COLUMBUS -- A lawmaker panel has signed off on $500,000 in spending authority for the state's efforts to oversee puppy mills.
The Controlling Board recently OK'd the Department of Agriculture's appropriation request without comment, with funds slated to be used for payroll and other expenses, including reimbursements to dog breeders and retailers for federal background checks.
The outlay will be covered through fees paid by breeders, with collections starting this month.
Under a new state law, breeders who produce nine litters of puppies and who sell 60 or more dogs annually are required to obtain a license.
Application fees range from $150 to $750, depending on the number of dogs sold in a year. Licenses can be denied to individuals convicted of animal cruelty or animal fighting crimes in the past 20 years or revoked if breeders mistreat their animals.

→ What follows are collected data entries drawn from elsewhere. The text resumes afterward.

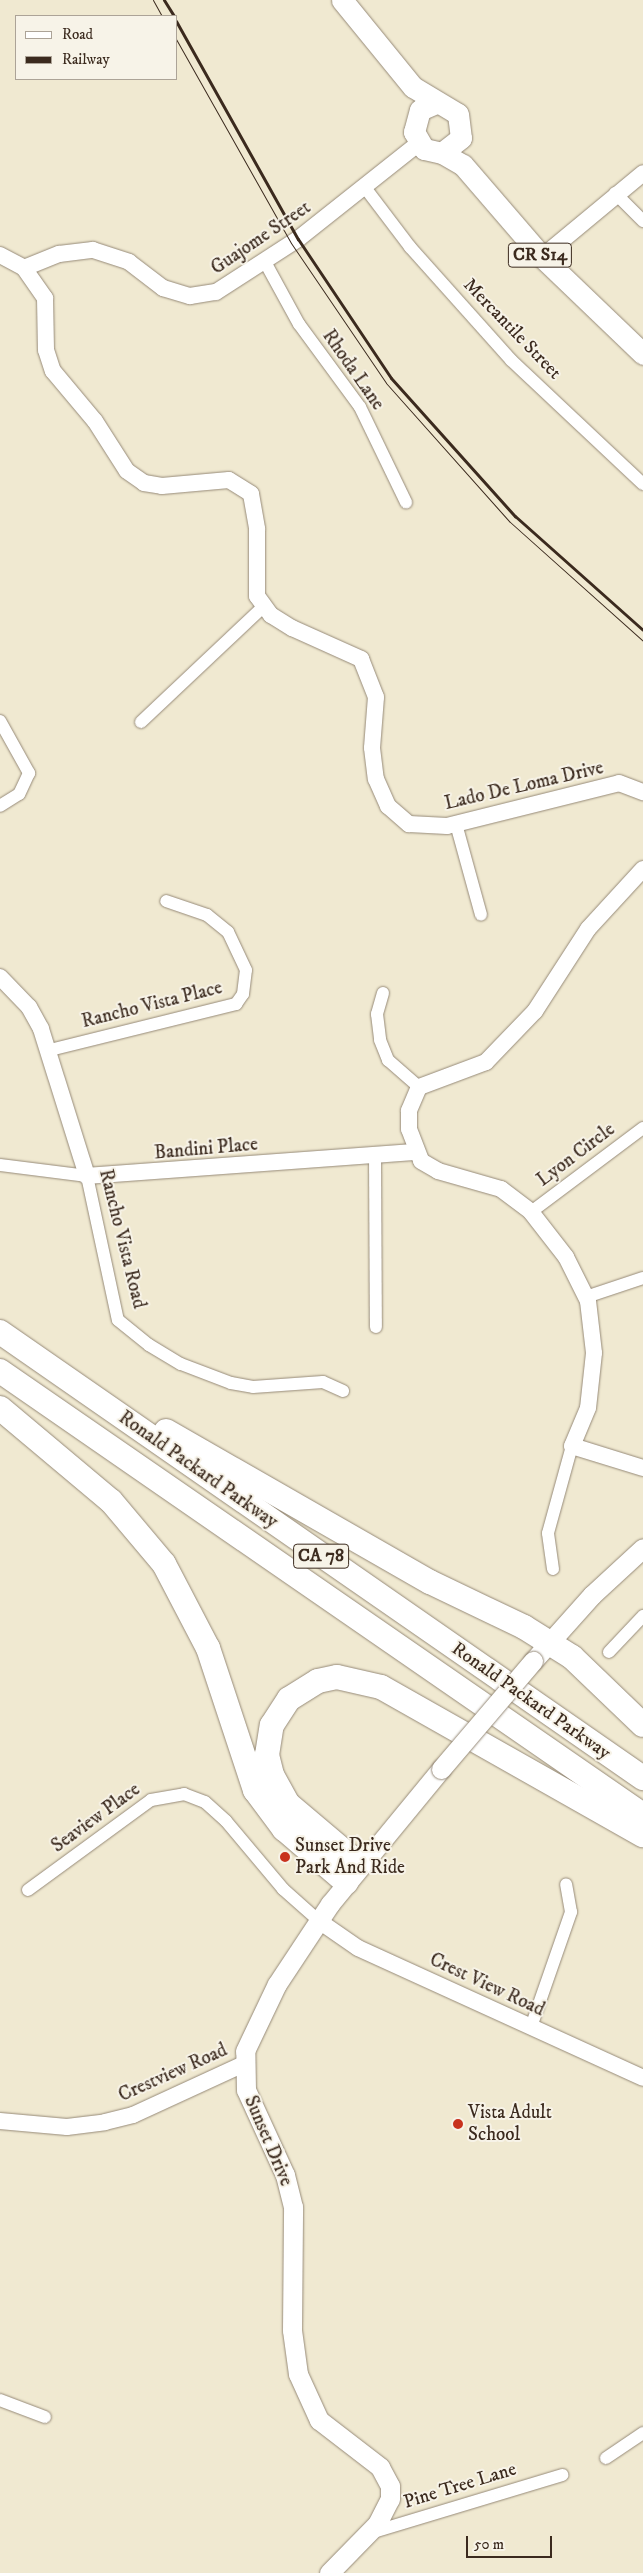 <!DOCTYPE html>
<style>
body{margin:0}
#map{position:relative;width:643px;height:2573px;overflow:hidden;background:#f0e9d1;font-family:"IM FELL DW Pica",serif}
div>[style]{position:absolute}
.roads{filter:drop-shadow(0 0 1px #968a78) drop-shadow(0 0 1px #968a78)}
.minor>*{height:12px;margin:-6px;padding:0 6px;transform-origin:6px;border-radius:6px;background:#fff}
.tertiary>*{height:16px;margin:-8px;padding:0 8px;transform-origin:8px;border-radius:8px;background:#fff}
.secondary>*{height:19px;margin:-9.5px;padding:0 9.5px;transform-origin:9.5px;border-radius:9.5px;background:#fff}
.primary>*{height:21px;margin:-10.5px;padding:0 10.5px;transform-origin:10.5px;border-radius:10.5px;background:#fff}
.motorway>*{height:24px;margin:-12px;padding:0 12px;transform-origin:12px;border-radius:12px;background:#fff}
.tram>*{height:1px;margin:-0.5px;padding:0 0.5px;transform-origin:0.5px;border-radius:0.5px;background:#3b2a1e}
.rail>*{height:3px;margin:-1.5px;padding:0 1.5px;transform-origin:1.5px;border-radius:1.5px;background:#3b2a1e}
.bridges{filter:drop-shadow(0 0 1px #968a78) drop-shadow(0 0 1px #968a78)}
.secondary-bridge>*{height:19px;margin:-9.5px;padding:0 9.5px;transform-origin:9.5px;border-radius:9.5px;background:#fff}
.dots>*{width:14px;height:14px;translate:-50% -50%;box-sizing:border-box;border:2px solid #f7f3e8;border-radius:50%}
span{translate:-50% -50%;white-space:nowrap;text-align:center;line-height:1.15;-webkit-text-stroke:4px #f7f3e8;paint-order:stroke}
.shield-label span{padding:1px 4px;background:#f7f3e8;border:1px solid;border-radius:4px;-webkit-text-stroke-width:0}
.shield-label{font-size:18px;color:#3b2a1e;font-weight:700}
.street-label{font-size:19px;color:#3b2a1e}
.poi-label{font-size:19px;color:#3b2a1e}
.left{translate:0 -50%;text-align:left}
.legend{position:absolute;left:15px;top:15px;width:162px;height:65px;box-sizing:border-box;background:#f7f3e8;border:1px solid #aca397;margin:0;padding:6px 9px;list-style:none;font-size:15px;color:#3b2a1e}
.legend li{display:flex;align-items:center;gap:10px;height:25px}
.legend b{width:25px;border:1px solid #aca397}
.scale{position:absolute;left:466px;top:2536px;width:86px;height:22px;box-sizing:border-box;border:2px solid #3b2a1e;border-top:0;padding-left:6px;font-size:15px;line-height:18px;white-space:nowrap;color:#3b2a1e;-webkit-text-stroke:4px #f7f3e8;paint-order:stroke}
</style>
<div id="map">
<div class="roads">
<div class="minor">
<div style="left:366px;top:189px;width:73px;rotate:52.8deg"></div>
<div style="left:410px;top:247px;width:152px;rotate:48.2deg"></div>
<div style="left:511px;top:360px;width:181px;rotate:43.2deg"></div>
<div style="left:615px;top:193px;width:40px;rotate:45deg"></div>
<div style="left:265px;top:262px;width:71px;rotate:61.3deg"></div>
<div style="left:299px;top:324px;width:103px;rotate:53.7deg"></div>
<div style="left:360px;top:407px;width:106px;rotate:64.2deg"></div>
<div style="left:0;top:721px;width:60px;rotate:60.9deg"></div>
<div style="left:29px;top:773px;width:23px;rotate:115deg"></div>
<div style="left:19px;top:794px;width:22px;rotate:148deg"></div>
<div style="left:141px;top:722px;width:168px;rotate:-43.3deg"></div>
<div style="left:456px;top:824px;width:94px;rotate:74.6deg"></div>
<div style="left:383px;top:993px;width:22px;rotate:106deg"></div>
<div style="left:377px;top:1014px;width:26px;rotate:83deg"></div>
<div style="left:380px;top:1040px;width:22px;rotate:68deg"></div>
<div style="left:388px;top:1060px;width:41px;rotate:41.1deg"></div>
<div style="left:50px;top:1050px;width:192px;rotate:-13.9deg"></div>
<div style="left:236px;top:1004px;width:12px;rotate:-55deg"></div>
<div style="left:243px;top:994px;width:24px;rotate:-83deg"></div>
<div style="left:246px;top:970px;width:42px;rotate:-115.3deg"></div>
<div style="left:228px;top:932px;width:27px;rotate:-141deg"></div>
<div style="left:207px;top:915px;width:43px;rotate:-161.1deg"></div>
<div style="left:375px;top:1155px;width:172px;rotate:89.7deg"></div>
<div style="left:0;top:1165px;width:88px;rotate:7.2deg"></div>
<div style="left:87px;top:1176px;width:147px;rotate:77.9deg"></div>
<div style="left:118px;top:1320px;width:40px;rotate:39deg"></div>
<div style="left:149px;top:1345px;width:37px;rotate:31deg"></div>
<div style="left:181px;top:1364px;width:53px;rotate:20.8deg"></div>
<div style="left:231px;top:1383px;width:22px;rotate:10deg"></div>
<div style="left:253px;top:1387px;width:70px;rotate:-4.1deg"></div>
<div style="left:323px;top:1382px;width:22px;rotate:24deg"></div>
<div style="left:531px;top:1212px;width:140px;rotate:-36.9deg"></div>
<div style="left:586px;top:1297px;width:60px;rotate:-18.4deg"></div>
<div style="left:553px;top:1569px;width:36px;rotate:-98deg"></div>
<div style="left:548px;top:1533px;width:90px;rotate:-74.6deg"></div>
<div style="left:609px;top:1652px;width:50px;rotate:-46.6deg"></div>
<div style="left:28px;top:1890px;width:152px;rotate:-36.2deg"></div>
<div style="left:151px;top:1800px;width:34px;rotate:-10deg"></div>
<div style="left:184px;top:1794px;width:22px;rotate:21deg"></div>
<div style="left:205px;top:1802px;width:28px;rotate:42deg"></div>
<div style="left:226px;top:1821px;width:89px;rotate:50deg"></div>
<div style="left:283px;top:1889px;width:48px;rotate:41.6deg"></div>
<div style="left:531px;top:2027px;width:122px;rotate:-70.8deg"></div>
<div style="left:571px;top:1912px;width:28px;rotate:-100deg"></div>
<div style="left:0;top:2400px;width:48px;rotate:20.7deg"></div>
<div style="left:606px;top:2458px;width:45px;rotate:-34deg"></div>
<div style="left:370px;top:2533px;width:201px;rotate:-16.8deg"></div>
</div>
<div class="tertiary">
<div style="left:0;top:255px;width:27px;rotate:28deg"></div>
<div style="left:24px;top:268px;width:37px;rotate:55deg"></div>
<div style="left:45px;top:298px;width:52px;rotate:88.9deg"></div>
<div style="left:46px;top:350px;width:22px;rotate:72deg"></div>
<div style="left:53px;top:371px;width:65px;rotate:50deg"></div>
<div style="left:95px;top:421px;width:59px;rotate:57.4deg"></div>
<div style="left:127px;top:471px;width:21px;rotate:35deg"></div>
<div style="left:144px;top:483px;width:18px;rotate:9deg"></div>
<div style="left:162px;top:486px;width:67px;rotate:-5.1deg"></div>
<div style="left:229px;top:480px;width:26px;rotate:32deg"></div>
<div style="left:251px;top:494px;width:36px;rotate:80deg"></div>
<div style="left:257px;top:529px;width:67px;rotate:90deg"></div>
<div style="left:257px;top:596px;width:24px;rotate:54deg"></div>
<div style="left:271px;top:615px;width:25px;rotate:32deg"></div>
<div style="left:292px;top:628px;width:76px;rotate:24.2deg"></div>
<div style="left:361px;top:659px;width:41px;rotate:68.5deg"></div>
<div style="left:376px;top:697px;width:51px;rotate:94.5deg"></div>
<div style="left:372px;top:748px;width:31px;rotate:83deg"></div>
<div style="left:376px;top:779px;width:30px;rotate:66deg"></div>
<div style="left:388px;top:806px;width:28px;rotate:41deg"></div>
<div style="left:409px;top:824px;width:38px;rotate:3deg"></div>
<div style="left:447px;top:826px;width:177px;rotate:-14deg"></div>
<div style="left:619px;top:783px;width:26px;rotate:21deg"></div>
<div style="left:542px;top:257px;width:131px;rotate:-39.7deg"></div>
<div style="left:24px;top:268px;width:38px;rotate:-22deg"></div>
<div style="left:59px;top:254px;width:34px;rotate:-7deg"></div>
<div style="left:93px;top:250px;width:38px;rotate:18deg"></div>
<div style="left:129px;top:262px;width:43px;rotate:37.4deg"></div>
<div style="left:163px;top:288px;width:28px;rotate:17deg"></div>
<div style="left:190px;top:296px;width:26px;rotate:-9deg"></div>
<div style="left:216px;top:292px;width:98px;rotate:-32.9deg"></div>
<div style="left:298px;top:239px;width:154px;rotate:-38.4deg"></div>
<div style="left:643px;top:869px;width:81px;rotate:132.5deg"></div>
<div style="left:588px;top:929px;width:98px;rotate:122.9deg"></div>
<div style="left:535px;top:1011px;width:71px;rotate:133.9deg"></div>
<div style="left:486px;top:1062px;width:72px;rotate:159.5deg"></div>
<div style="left:419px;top:1087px;width:26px;rotate:113deg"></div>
<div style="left:409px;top:1111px;width:18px;rotate:90deg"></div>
<div style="left:409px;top:1129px;width:34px;rotate:69deg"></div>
<div style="left:421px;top:1161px;width:20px;rotate:30deg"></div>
<div style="left:438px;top:1171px;width:66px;rotate:15.9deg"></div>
<div style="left:501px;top:1189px;width:38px;rotate:37deg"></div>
<div style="left:531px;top:1212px;width:57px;rotate:52.1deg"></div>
<div style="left:566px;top:1257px;width:49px;rotate:63.4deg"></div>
<div style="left:588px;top:1301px;width:52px;rotate:83.4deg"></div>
<div style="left:594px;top:1353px;width:55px;rotate:96.2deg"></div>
<div style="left:588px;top:1408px;width:41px;rotate:112.8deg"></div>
<div style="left:572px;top:1446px;width:74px;rotate:17.2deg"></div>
<div style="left:0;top:977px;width:42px;rotate:46deg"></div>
<div style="left:29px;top:1007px;width:25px;rotate:61deg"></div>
<div style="left:41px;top:1029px;width:154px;rotate:72.6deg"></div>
<div style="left:87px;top:1176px;width:330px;rotate:-4.2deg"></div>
<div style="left:319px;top:1921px;width:47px;rotate:34.7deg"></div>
<div style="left:358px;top:1948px;width:313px;rotate:24.5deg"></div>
<div style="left:0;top:2121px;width:67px;rotate:5.1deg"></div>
<div style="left:67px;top:2127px;width:38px;rotate:-7deg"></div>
<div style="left:105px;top:2122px;width:29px;rotate:-14deg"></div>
<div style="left:133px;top:2115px;width:122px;rotate:-24.7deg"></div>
</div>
<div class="secondary">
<div style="left:533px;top:1661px;width:89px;rotate:-48.2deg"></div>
<div style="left:592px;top:1595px;width:69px;rotate:-42.7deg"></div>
<div style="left:329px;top:2573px;width:69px;rotate:-45.6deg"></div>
<div style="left:377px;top:2524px;width:28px;rotate:-63deg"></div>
<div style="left:390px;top:2499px;width:13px;rotate:-90deg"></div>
<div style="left:390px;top:2486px;width:21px;rotate:-118deg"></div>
<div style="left:380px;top:2467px;width:77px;rotate:-142.4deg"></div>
<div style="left:319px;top:2420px;width:51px;rotate:-114.5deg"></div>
<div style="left:298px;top:2374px;width:44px;rotate:-97.8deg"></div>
<div style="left:292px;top:2330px;width:123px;rotate:-89.5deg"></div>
<div style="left:293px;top:2207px;width:33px;rotate:-104deg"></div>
<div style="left:285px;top:2175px;width:94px;rotate:-114.6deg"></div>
<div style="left:246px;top:2090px;width:39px;rotate:-91deg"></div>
<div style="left:245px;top:2051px;width:74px;rotate:-64.5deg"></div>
<div style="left:277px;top:1984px;width:96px;rotate:-56.5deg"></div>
<div style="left:330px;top:1904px;width:175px;rotate:-50.6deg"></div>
</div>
<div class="primary">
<div style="left:342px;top:0;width:112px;rotate:50.8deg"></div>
<div style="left:413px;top:87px;width:52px;rotate:31deg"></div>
<div style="left:458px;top:114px;width:24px;rotate:83deg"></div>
<div style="left:461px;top:138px;width:24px;rotate:142deg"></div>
<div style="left:442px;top:153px;width:18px;rotate:-167deg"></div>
<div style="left:424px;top:149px;width:20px;rotate:-120deg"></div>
<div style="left:414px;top:132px;width:23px;rotate:-75deg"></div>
<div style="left:420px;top:110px;width:17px;rotate:-24deg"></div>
<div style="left:442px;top:153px;width:24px;rotate:30deg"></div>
<div style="left:463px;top:165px;width:121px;rotate:49.3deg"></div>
<div style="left:542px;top:257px;width:140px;rotate:43.8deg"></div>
</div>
<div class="motorway">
<div style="left:0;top:1332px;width:783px;rotate:34.75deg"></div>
<div style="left:0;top:1371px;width:781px;rotate:34.63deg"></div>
<div style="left:0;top:1408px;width:145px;rotate:40deg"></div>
<div style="left:111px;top:1501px;width:82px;rotate:49.9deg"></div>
<div style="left:164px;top:1564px;width:95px;rotate:62.4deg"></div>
<div style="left:208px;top:1648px;width:150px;rotate:71.7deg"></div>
<div style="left:255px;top:1790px;width:49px;rotate:53.4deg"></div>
<div style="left:284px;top:1829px;width:82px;rotate:40.5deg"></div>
<div style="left:166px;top:1431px;width:304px;rotate:29.8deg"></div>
<div style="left:430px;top:1582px;width:104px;rotate:25.6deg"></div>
<div style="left:524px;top:1627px;width:57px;rotate:32deg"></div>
<div style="left:572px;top:1657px;width:98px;rotate:43.8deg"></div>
<div style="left:359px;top:1864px;width:93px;rotate:-139.8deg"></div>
<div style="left:288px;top:1804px;width:33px;rotate:-119deg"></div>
<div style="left:272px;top:1775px;width:21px;rotate:-104deg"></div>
<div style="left:267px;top:1755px;width:30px;rotate:-81deg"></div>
<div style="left:272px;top:1725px;width:31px;rotate:-57deg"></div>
<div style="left:289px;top:1699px;width:34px;rotate:-32deg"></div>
<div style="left:318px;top:1681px;width:19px;rotate:-12deg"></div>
<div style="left:337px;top:1677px;width:45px;rotate:12.8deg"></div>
<div style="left:381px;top:1687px;width:301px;rotate:29.5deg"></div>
</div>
</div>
<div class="tram">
<div style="left:153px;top:0;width:18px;rotate:61deg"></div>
<div style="left:176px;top:39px;width:234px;rotate:60.6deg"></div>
<div style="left:291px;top:243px;width:169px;rotate:55.8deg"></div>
<div style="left:386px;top:383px;width:186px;rotate:48.3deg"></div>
<div style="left:510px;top:522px;width:178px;rotate:41.8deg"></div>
</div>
<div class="rail">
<div style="left:164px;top:0;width:19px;rotate:58deg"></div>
<div style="left:176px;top:21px;width:250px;rotate:60.8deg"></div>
<div style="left:298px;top:239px;width:167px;rotate:56.2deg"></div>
<div style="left:391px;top:378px;width:186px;rotate:48.1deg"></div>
<div style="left:515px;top:516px;width:171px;rotate:41.7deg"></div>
</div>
<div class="bridges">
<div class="secondary-bridge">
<div style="left:441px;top:1769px;width:142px;rotate:-49.6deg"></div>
</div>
</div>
<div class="dots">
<div style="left:285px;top:1857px;background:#c8321e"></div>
<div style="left:458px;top:2124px;background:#c8321e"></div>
</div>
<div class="shield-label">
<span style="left:540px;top:255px">CR S14</span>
<span style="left:321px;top:1556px">CA 78</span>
</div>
<div class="street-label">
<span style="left:261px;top:238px;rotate:-34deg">Guajome Street</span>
<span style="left:512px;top:329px;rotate:46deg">Mercantile Street</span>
<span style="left:353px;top:370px;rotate:55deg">Rhoda Lane</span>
<span style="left:524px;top:786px;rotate:-13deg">Lado De Loma Drive</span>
<span style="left:152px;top:1005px;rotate:-14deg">Rancho Vista Place</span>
<span style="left:206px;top:1149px;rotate:-5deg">Bandini Place</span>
<span style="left:576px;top:1155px;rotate:-37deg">Lyon Circle</span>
<span style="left:122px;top:1239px;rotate:76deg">Rancho Vista Road</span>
<span style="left:198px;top:1470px;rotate:35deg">Ronald Packard Parkway</span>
<span style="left:531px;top:1701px;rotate:35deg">Ronald Packard Parkway</span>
<span style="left:96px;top:1818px;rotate:-36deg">Seaview Place</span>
<span style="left:487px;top:1985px;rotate:25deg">Crest View Road</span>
<span style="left:173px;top:2073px;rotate:-24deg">Crestview Road</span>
<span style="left:268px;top:2141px;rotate:67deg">Sunset Drive</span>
<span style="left:460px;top:2486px;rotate:-17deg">Pine Tree Lane</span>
</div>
<div class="poi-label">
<span class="left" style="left:295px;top:1857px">Sunset Drive<br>Park And Ride</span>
<span class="left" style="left:468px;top:2124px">Vista Adult<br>School</span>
</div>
<ul class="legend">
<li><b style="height:6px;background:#fff"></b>Road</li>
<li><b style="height:6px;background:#3b2a1e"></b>Railway</li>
</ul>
<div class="scale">50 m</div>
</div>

The state agriculture department is responsible for housing, nutrition, exercise and other care standards for breeders, with inspections annually to ensure those standards are being followed.
Existing breeders are supposed to apply for licenses by Jan. 1. The deadline for submitting completed applications is Dec. 31; those failing to do so could face enforcement actions.
The Ohio Department of Agriculture has hired four inspectors and an administrator for the dog breeding program, said Erica Hawkins, a spokeswoman for the agency. Three additional support staff are splitting their time between that program and the state's dangerous wild animal program; the assistant state veterinarian oversees both programs.
The agency expects at least 300 breeders will seek commercial dog breeding licenses, based on a survey conducted earlier this year, Hawkins said.